• _WORK ORDER_
Provide the number of lines in the records that hold the string "name", without any other words.

(Stored data)
- - -

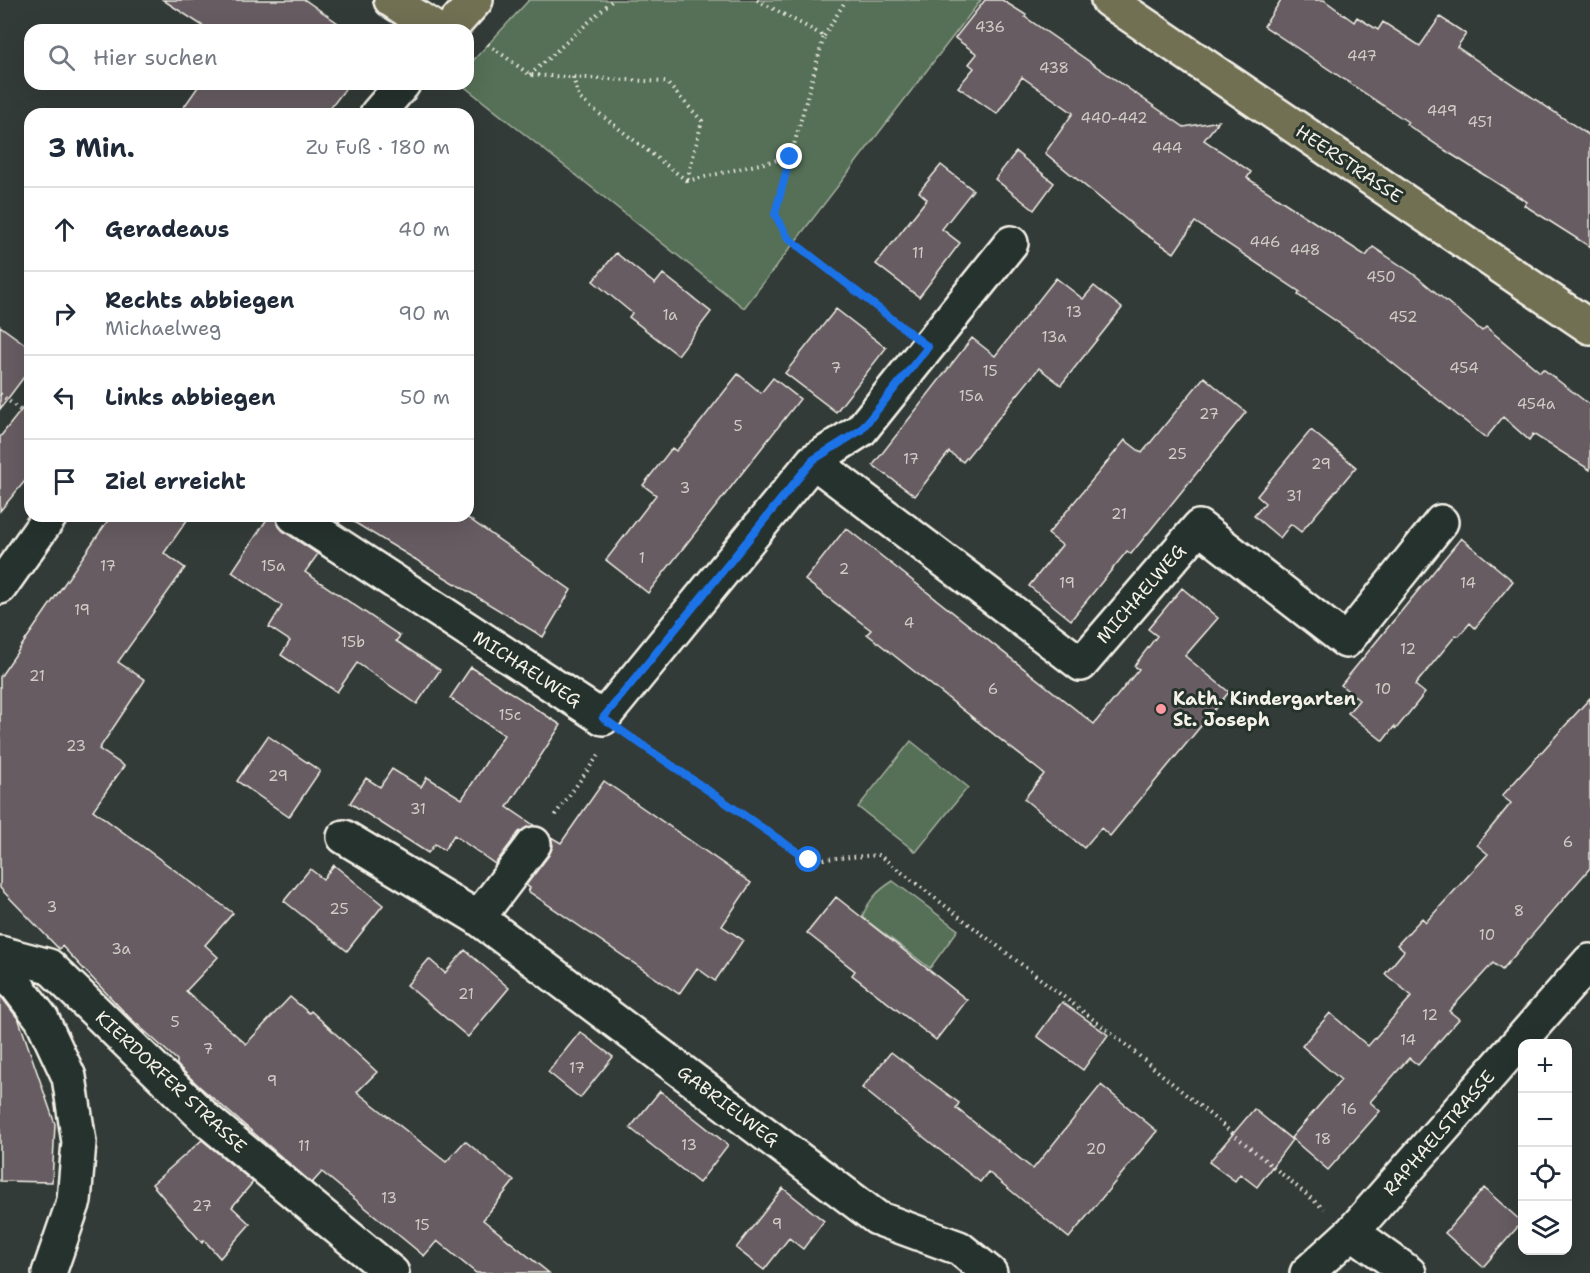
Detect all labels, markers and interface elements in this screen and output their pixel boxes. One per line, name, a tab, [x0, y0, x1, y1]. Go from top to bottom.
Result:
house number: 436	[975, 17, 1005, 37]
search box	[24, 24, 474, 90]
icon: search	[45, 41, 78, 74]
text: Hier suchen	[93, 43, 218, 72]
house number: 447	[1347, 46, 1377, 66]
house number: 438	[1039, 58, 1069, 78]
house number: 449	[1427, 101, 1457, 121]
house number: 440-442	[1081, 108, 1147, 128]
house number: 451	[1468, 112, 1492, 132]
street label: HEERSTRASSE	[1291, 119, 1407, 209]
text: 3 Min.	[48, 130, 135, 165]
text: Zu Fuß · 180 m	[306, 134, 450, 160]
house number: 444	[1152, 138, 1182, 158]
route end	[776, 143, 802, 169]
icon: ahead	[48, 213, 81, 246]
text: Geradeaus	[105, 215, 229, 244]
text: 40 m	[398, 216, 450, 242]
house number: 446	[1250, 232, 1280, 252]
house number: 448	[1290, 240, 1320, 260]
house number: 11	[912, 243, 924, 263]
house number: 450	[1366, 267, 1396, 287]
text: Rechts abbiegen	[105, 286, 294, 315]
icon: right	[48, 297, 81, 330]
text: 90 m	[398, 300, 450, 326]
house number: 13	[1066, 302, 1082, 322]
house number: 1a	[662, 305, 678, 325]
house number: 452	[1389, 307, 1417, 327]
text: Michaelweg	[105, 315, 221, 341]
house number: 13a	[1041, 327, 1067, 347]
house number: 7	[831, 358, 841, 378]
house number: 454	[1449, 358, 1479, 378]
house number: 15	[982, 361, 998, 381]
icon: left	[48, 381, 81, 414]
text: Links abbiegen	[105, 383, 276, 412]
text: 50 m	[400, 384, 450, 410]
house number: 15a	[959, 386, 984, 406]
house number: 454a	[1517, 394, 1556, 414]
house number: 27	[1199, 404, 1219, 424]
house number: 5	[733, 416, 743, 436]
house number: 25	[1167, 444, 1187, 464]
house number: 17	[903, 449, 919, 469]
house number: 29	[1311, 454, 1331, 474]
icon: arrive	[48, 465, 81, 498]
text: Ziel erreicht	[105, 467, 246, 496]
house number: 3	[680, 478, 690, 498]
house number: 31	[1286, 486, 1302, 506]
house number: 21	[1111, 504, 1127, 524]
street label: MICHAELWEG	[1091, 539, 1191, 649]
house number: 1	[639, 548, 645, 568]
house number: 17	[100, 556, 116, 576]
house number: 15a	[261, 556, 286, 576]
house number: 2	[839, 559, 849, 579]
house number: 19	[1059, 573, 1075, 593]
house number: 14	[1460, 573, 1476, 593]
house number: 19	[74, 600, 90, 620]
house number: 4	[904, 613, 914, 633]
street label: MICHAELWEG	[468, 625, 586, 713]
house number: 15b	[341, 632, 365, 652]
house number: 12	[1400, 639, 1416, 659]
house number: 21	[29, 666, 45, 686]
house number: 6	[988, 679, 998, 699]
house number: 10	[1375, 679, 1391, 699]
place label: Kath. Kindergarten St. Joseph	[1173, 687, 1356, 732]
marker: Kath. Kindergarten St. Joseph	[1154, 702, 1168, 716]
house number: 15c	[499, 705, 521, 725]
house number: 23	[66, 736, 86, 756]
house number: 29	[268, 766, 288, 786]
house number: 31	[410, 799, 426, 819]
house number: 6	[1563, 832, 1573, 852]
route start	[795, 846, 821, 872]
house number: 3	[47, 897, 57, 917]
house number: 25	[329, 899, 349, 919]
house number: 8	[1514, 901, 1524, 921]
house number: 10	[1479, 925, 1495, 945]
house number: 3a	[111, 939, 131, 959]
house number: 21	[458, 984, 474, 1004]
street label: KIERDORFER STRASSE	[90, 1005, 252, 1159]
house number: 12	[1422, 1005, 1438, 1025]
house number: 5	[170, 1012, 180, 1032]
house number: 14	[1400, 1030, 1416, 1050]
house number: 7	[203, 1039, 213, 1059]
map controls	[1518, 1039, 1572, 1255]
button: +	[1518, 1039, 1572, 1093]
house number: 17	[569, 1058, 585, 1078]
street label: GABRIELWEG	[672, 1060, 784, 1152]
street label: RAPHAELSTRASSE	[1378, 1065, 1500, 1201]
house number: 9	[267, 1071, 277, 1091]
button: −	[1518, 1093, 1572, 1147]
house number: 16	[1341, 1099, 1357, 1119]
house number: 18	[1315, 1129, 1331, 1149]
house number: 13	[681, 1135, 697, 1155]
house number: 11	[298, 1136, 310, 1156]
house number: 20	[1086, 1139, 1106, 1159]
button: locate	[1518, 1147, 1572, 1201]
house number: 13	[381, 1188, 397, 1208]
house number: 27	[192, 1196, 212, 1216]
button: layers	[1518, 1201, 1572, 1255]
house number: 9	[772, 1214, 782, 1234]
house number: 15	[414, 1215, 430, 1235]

- - -

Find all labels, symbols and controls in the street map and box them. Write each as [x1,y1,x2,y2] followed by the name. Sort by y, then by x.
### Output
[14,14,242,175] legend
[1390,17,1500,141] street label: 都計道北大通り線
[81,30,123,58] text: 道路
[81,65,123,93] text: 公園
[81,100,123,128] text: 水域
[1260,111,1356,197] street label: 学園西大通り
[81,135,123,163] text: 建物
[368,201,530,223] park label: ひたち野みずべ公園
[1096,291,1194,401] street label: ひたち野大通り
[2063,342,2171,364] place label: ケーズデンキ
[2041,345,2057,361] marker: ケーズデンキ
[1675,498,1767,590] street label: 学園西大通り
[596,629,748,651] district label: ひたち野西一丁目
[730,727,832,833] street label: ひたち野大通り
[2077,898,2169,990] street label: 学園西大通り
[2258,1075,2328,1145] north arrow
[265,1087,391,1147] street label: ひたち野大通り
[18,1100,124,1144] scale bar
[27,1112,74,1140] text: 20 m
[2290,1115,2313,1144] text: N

- - -

• _ANSWER FOR THE TASK_
2